5 Stars 4 Stars 3 Stars 2 Stars 1 Star 4.3 from 72 reviews
  • Author: admin
  • Prep Time: 20 minutes
  • Cook Time: 20 minutes
  • Total Time: 40 minutes
  • Yield: 12 tacos (12 servings)
  • Category: Entree
  • Method: Stovetop
  • Cuisine: Mexican
  • Diet: Gluten Free

Description

These Shredded Chicken Tacos feature tender, flavorful chicken cooked in an Instant Pot, served on warm corn tortillas and topped with fresh jalapeños, red onion, cilantro, tomatoes, avocado, and Cotija cheese. This quick and vibrant taco recipe is perfect for a family meal or casual gathering, combining creamy, spicy, and tangy flavors for a delicious Mexican-inspired dish.


Ingredients

Scale

Chicken

  • 1.5 lbs. Instant Pot salsa shredded chicken

Tortillas

  • 12 corn tortillas
  • 3 Tbsp. coconut oil (divided)

Toppings

  • 2 jalapeños, thinly sliced
  • ½ cup red onion, finely diced
  • ½ cup cilantro, finely chopped
  • 2 vine-ripened tomatoes, finely diced
  • 2 large avocados, cut into bite-sized pieces
  • 4 oz. Cotija cheese
  • 2 limes (optional)


Instructions

  1. Prepare the shredded chicken: Make one batch of shredded chicken either by using the Instant Pot with salsa or alternatively, the Crock-Pot method as preferred. Ensure the chicken is tender and well seasoned.
  2. Heat the tortillas: In a large skillet over medium-low heat, add 1 tablespoon of coconut oil.

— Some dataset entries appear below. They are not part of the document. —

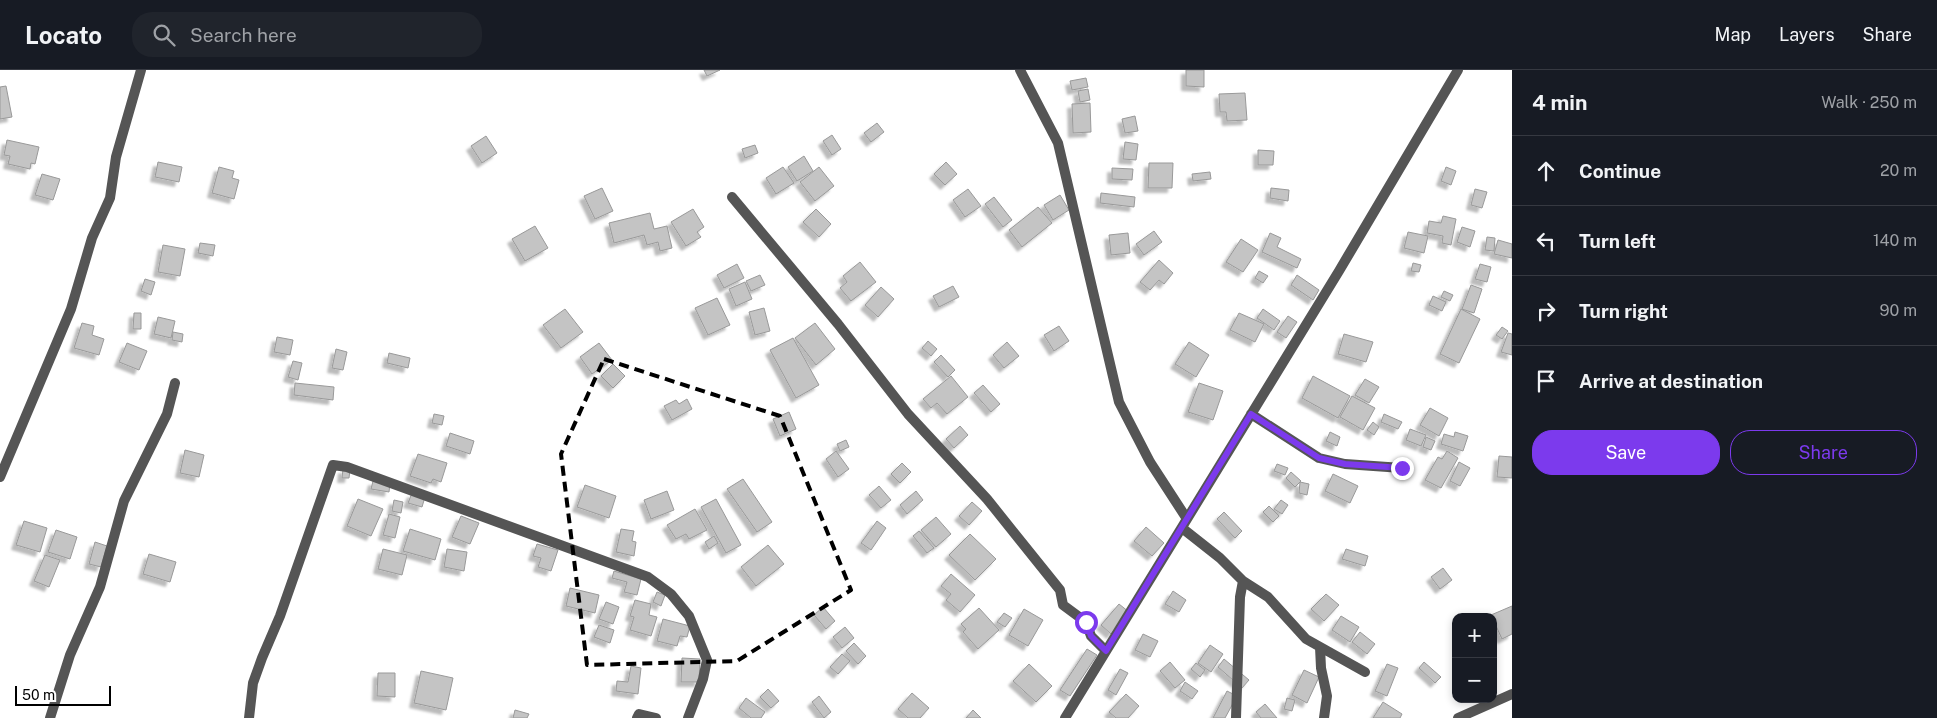 <!DOCTYPE html>
<meta charset="utf-8">
<style>
:root{--surface:#171b24;--page:#20242c;--text:#f1f3f6;--muted:#9ea1a6;--line:#363941;--accent:#7c3aed}
body{margin:0;font-family:"Public Sans",sans-serif;background:var(--page);color:var(--text)}
.controls{position:absolute;right:15px;bottom:15px;display:grid;overflow:hidden;border-radius:10px;box-shadow:0 2px 8px #0003}
.controls button{width:45px;height:45px;display:grid;place-items:center;padding:0;border:0;border-bottom:1px solid var(--line);background:var(--surface);color:var(--text);font:25px sans-serif}
.scale{position:absolute;left:15px;bottom:12px;width:96px;box-sizing:border-box;padding-left:5px;border:2px solid #000;border-top:0;font-size:14px;line-height:18px;white-space:nowrap;color:#000;-webkit-text-stroke:4px #fff;paint-order:stroke}
.stop{position:absolute;width:15px;height:15px;margin:-11px;border:4px solid #7c3aed;border-radius:50%;background:#fff}
.stop.end{background:#7c3aed;border-color:#fff;box-shadow:0 1px 5px #0008}
.list{margin:0;padding:0;list-style:none}
h2{display:flex;justify-content:space-between;align-items:center;height:65px;margin:0;padding:0 20px;font-size:21px}
h2 small{font-size:16px;font-weight:400;color:var(--muted)}
.list li{display:grid;grid-template-columns:32px 1fr auto;gap:15px;align-items:center;box-sizing:border-box;height:70px;padding:0 20px;border-top:1px solid var(--line)}
.list b{display:block;font-size:19px;white-space:nowrap}
.list em{font-size:16px;font-style:normal;color:var(--muted)}
.actions{display:flex;gap:10px;padding:15px 20px}
.actions a{flex:1;padding:11px 0;border:1px solid var(--accent);border-radius:20px;text-align:center;font-size:18px;color:var(--accent)}
.actions .main{background:var(--accent);color:#fff}
.icon{flex:none;width:28px;height:28px;fill:none;stroke:currentColor;stroke-width:2;stroke-linecap:round;stroke-linejoin:round}
.map{position:relative;flex:none;width:1512px;height:648px;overflow:hidden}
header{display:flex;align-items:center;gap:30px;box-sizing:border-box;height:70px;padding:0 25px;background:var(--surface);border-bottom:1px solid var(--line)}
header strong{font-size:24px}
nav{display:flex;gap:28px;margin-inline-start:auto;font-size:18px}
.search{width:350px;height:45px;background:var(--page);display:flex;align-items:center;gap:12px;box-sizing:border-box;padding:0 18px;border-radius:20px;color:var(--muted);font-size:19px}
main{display:flex}
aside{flex:1;background:var(--surface)}
.map>svg:first-child{display:block}
</style>
<header>
<strong>Locato</strong>
<div class="search"><svg class="icon" aria-label="search" viewBox="0 0 24 24"><circle cx="10" cy="10" r="6"/><path d="M15 15l6 6"/></svg>Search here</div>
<nav><a>Map</a><a>Layers</a><a>Share</a></nav>
</header>
<main>
<div class="map">
<svg width="1512" height="648" viewBox="0 0 1512 648">
<defs>
<filter id="shadow"><feDropShadow dx="-4.5" dy="4.5" stdDeviation="1" flood-color="#0004"/></filter>
</defs>
<rect width="100%" height="100%" fill="#fff"/>
<path fill="#c4c4c4" stroke="#999" filter="url(#shadow)" d="M704 0H720L707 6Z
M1186 0H1204V17L1186 16Z
M1086 8 1088 17 1072 20 1070 11Z
M6 16 12 47 0 49V17Z
M1088 19 1090 30 1080 32 1078 21Z
M1245 23 1247 50 1227 51 1226 42H1220L1219 24Z
M1090 33 1091 62 1073 63 1072 34Z
M1135 46 1138 61 1125 63 1122 49Z
M877 53 884 62 871 72 864 63Z
M832 65 841 79 832 85 823 71Z
M486 66 497 83 482 93 471 76Z
M7 70 39 77 35 94 31 93 30 99 8 94 10 86 4 85Z
M1125 72 1138 74 1136 90 1123 89Z
M755 75 758 83 745 88 742 79Z
M1258 80 1274 81 1273 95H1258Z
M804 86 813 101 797 111 788 97Z
M158 92 182 97 179 112 155 107Z
M946 92 957 104 945 115 934 104Z
M1149 93H1173L1172 118H1148Z
M219 97 234 101 232 108 239 110 234 129 212 123Z
M783 97 794 113 776 124 766 108Z
M819 97 834 116 815 131 800 112Z
M1446 97 1456 101 1451 115 1441 111Z
M1112 98 1133 99 1132 110 1112 109Z
M1210 102 1211 109 1193 111 1192 104Z
M42 104 60 109 53 130 35 125Z
M602 118 613 141 595 149 584 126Z
M1271 118 1289 120 1288 131 1270 128Z
M968 119 981 136 965 147 953 130Z
M1475 119 1487 122 1482 138 1471 135Z
M1101 123 1135 127 1134 137 1100 133Z
M1060 125 1069 140 1053 150 1044 135Z
M994 127 1012 150 1003 157 985 134Z
M1038 137 1052 153 1022 177 1009 160Z
M693 139 704 157 697 162 701 167 686 176 671 152Z
M816 139 831 154 819 167 803 152Z
M650 143 654 159 667 156 672 178 660 181 658 172 647 175 644 165 614 173 609 153Z
M1443 146 1456 149 1451 175 1442 173 1443 166 1427 163 1429 151 1441 153Z
M535 156 548 178 525 191 512 169Z
M1462 157 1475 161 1470 177 1457 172Z
M1154 161 1162 172 1144 185 1136 174Z
M1408 162 1428 166 1424 183 1404 178Z
M1128 163 1130 183 1111 185 1109 165Z
M1270 163 1281 168 1277 177 1301 189 1297 198 1262 182Z
M1487 167 1495 168 1494 181 1485 180Z
M1241 169 1258 180 1243 202 1226 192Z
M1498 170 1512 174V188L1494 184Z
M200 173 215 175 213 186 198 183Z
M163 175 185 179 180 206 158 202Z
M1159 190 1173 203 1164 214 1159 210 1150 220 1140 212Z
M860 192 876 212 851 231 840 218 847 212 843 206Z
M1413 193 1421 195 1419 202 1411 201Z
M737 194 744 208 724 218 717 205Z
M1480 194 1491 197 1487 212 1475 209Z
M1259 201 1268 206 1263 213 1255 208Z
M760 205 765 215 751 221 746 211Z
M1297 205 1319 220 1313 230 1291 215Z
M145 209 155 212 151 225 141 221Z
M745 212 752 229 736 236 729 219Z
M1471 215 1482 219 1474 243 1462 239Z
M953 216 959 227 939 237 933 226Z
M881 217 894 229 878 247 865 235Z
M1444 221 1453 225 1450 231 1441 227Z
M1433 226 1446 232 1442 241 1429 235Z
M717 228 730 255 708 265 695 238Z
M764 238 770 261 755 265 749 242Z
M565 239 583 262 561 278 543 255Z
M1263 239 1280 251 1274 260 1257 248Z
M1461 239 1480 249 1459 293 1440 284Z
M134 243H141V259H133Z
M1239 243 1264 254 1255 272 1230 260Z
M1288 246 1297 252 1286 268 1277 262Z
M158 247 175 251 171 268 154 264Z
M82 253 94 256 92 265 104 269 99 285 74 278Z
M815 253 835 279 816 295 795 268Z
M1059 256 1069 271 1054 281 1044 265Z
M1502 257 1508 261 1502 269 1496 265Z
M173 262 183 264 182 272 172 270Z
M1508 263 1512 264V285L1501 282Z
M1344 264 1373 272 1366 292 1338 284Z
M277 267 293 270 290 285 274 282Z
M793 268 819 315 796 328 770 280Z
M928 271 937 279 931 286 922 278Z
M1007 272 1019 286 1004 298 993 285Z
M1189 272 1209 285 1196 307 1175 294Z
M127 273 147 281 139 300 119 292Z
M599 273 612 290 592 304 580 287Z
M336 279 347 282 343 300 332 298Z
M389 283 410 288 408 298 387 293Z
M941 285 955 300 948 307 934 292Z
M293 291 302 293 298 310 288 307Z
M613 294 625 306 613 318 601 306Z
M951 306 968 327 947 344 937 333 931 338 923 329Z
M1313 306 1350 326 1338 348 1302 328Z
M1365 309 1379 317 1369 333 1355 325Z
M295 313 334 317 333 330 294 325Z
M1199 313 1223 321 1213 350 1188 342Z
M983 315 1000 334 991 342 974 323Z
M1352 326 1375 338 1363 360 1340 347Z
M687 329 692 339 672 350 664 336 676 330 679 334Z
M1430 338 1448 348 1439 366 1420 355Z
M789 342 796 359 780 366 773 349Z
M434 344 444 346 442 355 432 353Z
M1384 344 1402 352 1398 359 1381 352Z
M1373 352 1379 357 1374 365 1367 360Z
M960 356 968 365 954 378 946 369Z
M1410 359 1426 365 1421 376 1406 370Z
M1330 362 1340 367 1337 376 1326 371Z
M1455 362 1468 366 1463 381 1441 374 1444 364 1454 367Z
M450 363 474 371 470 384 446 376Z
M1426 367 1435 371 1431 380 1423 377Z
M846 370 849 377 840 381 837 374Z
M185 380 204 385 199 407 180 403Z
M836 381 849 399 838 407 826 389Z
M1447 381 1458 388 1441 418 1425 410 1438 387 1442 389Z
M418 384 447 393 441 412 433 409 431 413 410 406Z
M1499 386 1512 387V408L1497 407Z
M1459 392 1470 398 1460 416 1450 411Z
M902 393 911 402 900 413 891 404Z
M1277 394 1288 398 1285 405 1274 401Z
M343 399 350 400 349 408H342Z
M1291 402 1301 411 1295 417 1286 408Z
M1333 404 1358 416 1350 433 1325 421Z
M743 409 772 452 757 462 727 419Z
M373 411 390 414 389 422 371 419Z
M1300 412 1309 414 1307 425 1299 423Z
M585 415 616 426 609 448 577 437Z
M879 416 891 430 881 438 869 425Z
M667 421 674 440 651 449 644 430Z
M916 421 923 430 907 444 900 435Z
M412 423 425 427 422 437 408 433Z
M358 429 383 439 371 466 347 456Z
M716 429 741 475 726 483 701 437Z
M394 430 403 432 401 443 392 441Z
M1281 430 1288 435 1282 444 1274 439Z
M972 432 982 441 969 455 959 446Z
M1269 436 1279 446 1273 452 1263 442Z
M695 439 707 460 689 469 686 464 676 469 667 455Z
M1224 442 1242 461 1235 468 1217 449Z
M389 444 400 447 395 468 383 465Z
M461 446 479 453 470 474 452 467Z
M936 447 951 464 936 477 921 460Z
M24 451 47 458 40 482 16 475Z
M877 451 886 458 871 480 861 473Z
M1146 457 1164 473 1152 486 1134 471Z
M410 459 441 469 435 490 403 481Z
M621 459 634 461 632 471 636 472 634 486 616 482Z
M56 460 77 467 70 489 48 482Z
M919 461 934 478 927 483 913 466Z
M970 464 996 489 975 510 949 485Z
M714 466 718 473 709 479 705 472Z
M95 472 107 476 101 497 89 494Z
M537 474 558 480 551 501 538 497 541 488 533 486Z
M768 475 784 494 756 516 741 497Z
M383 479 407 485 402 505 378 499Z
M447 479 467 482 464 501 444 497Z
M1346 479 1368 486 1365 496 1342 489Z
M149 484 176 492 170 512 143 504Z
M45 485 60 490 49 517 34 511Z
M1443 498 1452 510 1440 519 1431 507Z
M614 501 641 509 637 525 624 522 627 512 612 508Z
M951 504 975 525 960 542 946 530 951 524 941 516Z
M570 518 599 525 595 543 566 536Z
M1173 521 1186 530 1179 542 1165 534Z
M657 522 665 525 661 536 653 532Z
M1326 524 1339 535 1324 551 1311 539Z
M635 530 651 534 649 545 657 547 651 566 630 560 634 547 630 546Z
M606 532 619 537 613 554 599 549Z
M1119 534 1129 542 1111 564 1101 555Z
M1512 536V564L1502 569 1491 545Z
M823 537 835 551 826 559 814 545Z
M979 538 999 560 978 579 963 562 966 559 961 554Z
M1024 539 1043 550 1028 576 1009 565Z
M1004 543 1012 548 1005 557 997 552Z
M1341 546 1359 557 1350 572 1332 560Z
M663 549 690 556 687 567 680 566 677 576 657 571Z
M599 555 614 560 610 573 594 567Z
M845 557 854 568 842 578 833 567Z
M1360 562 1375 574 1367 584 1352 572Z
M1143 564 1158 571 1150 587 1135 580Z
M854 573 866 586 858 594 846 581Z
M1210 575 1223 584 1211 602 1198 593Z
M1087 579 1097 585 1070 626 1060 620Z
M842 584 850 591 838 604 830 597Z
M682 588 700 589 699 612H681Z
M1224 589 1249 610 1242 618 1218 597Z
M1170 592 1185 610 1175 618 1160 601Z
M1424 592 1441 607 1435 613 1419 598Z
M1196 593 1205 600 1200 607 1191 599Z
M1029 594 1052 616 1036 632 1013 611Z
M1387 594 1398 598 1387 626 1375 621Z
M631 596 641 598 638 624 616 621 617 611 628 612Z
M1120 599 1128 603 1116 625 1108 620Z
M1304 600 1319 607 1307 633 1292 625Z
M421 601 453 608 446 640 414 633Z
M378 603H395V627L377 626Z
M1185 612 1198 621 1192 629 1180 621Z
M768 619 779 631 771 638 760 627Z
M1227 621 1237 626 1225 648H1213Z
M912 623 929 638 920 648H908L898 639Z
M1126 624 1139 636 1128 648H1116L1109 642Z
M819 626 831 642 824 648 812 632Z
M746 628 765 642 761 648H751L739 638Z
M1287 628 1295 630 1292 641 1284 639Z
M1383 632 1402 644 1400 648H1373Z
M1265 634 1277 648H1261L1256 642Z
M515 640 529 644 527 648H513Z
M973 640 981 648H966Z"/>
<g fill="none" stroke-linecap="round" stroke-linejoin="round">
<path stroke="#555" stroke-width="10" d="M1020 0 1058 73 1119 332 1150 392 1187 449
M732 127 838 254 908 344 987 429 1060 520 1063 535 1086 552 1091 566 1106 581
M1251 344 1319 388 1345 394 1402 398
M0 407 71 239 92 168 110 128 116 87 141 0
M1182 458 1220 488 1243 511 1268 527 1306 569 1365 602
M1320 577 1321 598 1327 626 1324 648
M50 648 70 585 100 517 124 431 167 344 175 313
M249 648 253 613 262 588 280 546 333 395 347 397 648 507 671 524 689 546 707 590 703 609 688 648
M637 648 639 644 656 648
M1065 648 1339 201 1458 0
M1236 648 1240 527 1243 511
M1458 648 1512 624"/>
</g>
<g fill="none" stroke-linecap="round" stroke-linejoin="round">
<path stroke="#7c3aed" stroke-width="6" d="M1086 552 1091 566 1106 581 1251 344 1319 388 1345 394 1402 398"/>
</g>
<path fill="none" stroke="#000" stroke-width="4" stroke-dasharray="10 6" stroke-linejoin="round" d="M604 289 780 346 851 520 737 591 587 595 561 384Z"/>
</svg>
<div class="controls">
<button>+</button>
<button>−</button>
</div>
<div class="scale">50 m</div>
<div class="stop" style="left:1086px;top:552px"></div>
<div class="stop end" style="left:1402px;top:398px"></div>
</div>
<aside>
<h2>4 min<small>Walk · 250 m</small></h2>
<ul class="list">
<li><svg class="icon" aria-label="ahead" viewBox="0 0 24 24"><path d="M12 20V5M6 11l6-6 6 6"/></svg><div><b>Continue</b></div><em>20 m</em></li>
<li><svg class="icon" aria-label="left" viewBox="0 0 24 24"><path d="M17 20v-9H6M10 6l-5 5 5 5"/></svg><div><b>Turn left</b></div><em>140 m</em></li>
<li><svg class="icon" aria-label="right" viewBox="0 0 24 24"><path d="M7 20v-9h11M14 6l5 5-5 5"/></svg><div><b>Turn right</b></div><em>90 m</em></li>
<li><svg class="icon" aria-label="arrive" viewBox="0 0 24 24"><path d="M6 21V4h12l-3 4 3 4H6"/></svg><div><b>Arrive at destination</b></div></li>
</ul>
<div class="actions"><a class="main">Save</a><a>Share</a></div>
</aside>
</main>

Place 3 to 4 corn tortillas in the skillet, warming each for 30 to 45 seconds on each side until heated through and slightly toasted.
  3. Drain excess oil: Remove the warmed tortillas from the skillet and place them on a paper towel-lined plate to absorb any excess coconut oil. Repeat the warming process with the remaining tortillas, adding more coconut oil as needed.
  4. Assemble the tacos: Fill each warmed tortilla with approximately 2 ounces of the shredded chicken. Top with sliced jalapeños, diced red onion, chopped cilantro, tomatoes, avocado pieces, and sprinkle with Cotija cheese. Squeeze fresh lime juice over each taco if desired, then serve immediately and enjoy!

Notes

  • For a milder taco, remove the seeds from the jalapeños before slicing.
  • You can substitute corn tortillas with flour tortillas if preferred.
  • Prepare the chicken ahead of time and refrigerate to speed up meal assembly.
  • To keep tortillas warm after heating, wrap them in a clean kitchen towel.
  • Adjust the amount of cheese and avocado to personal taste.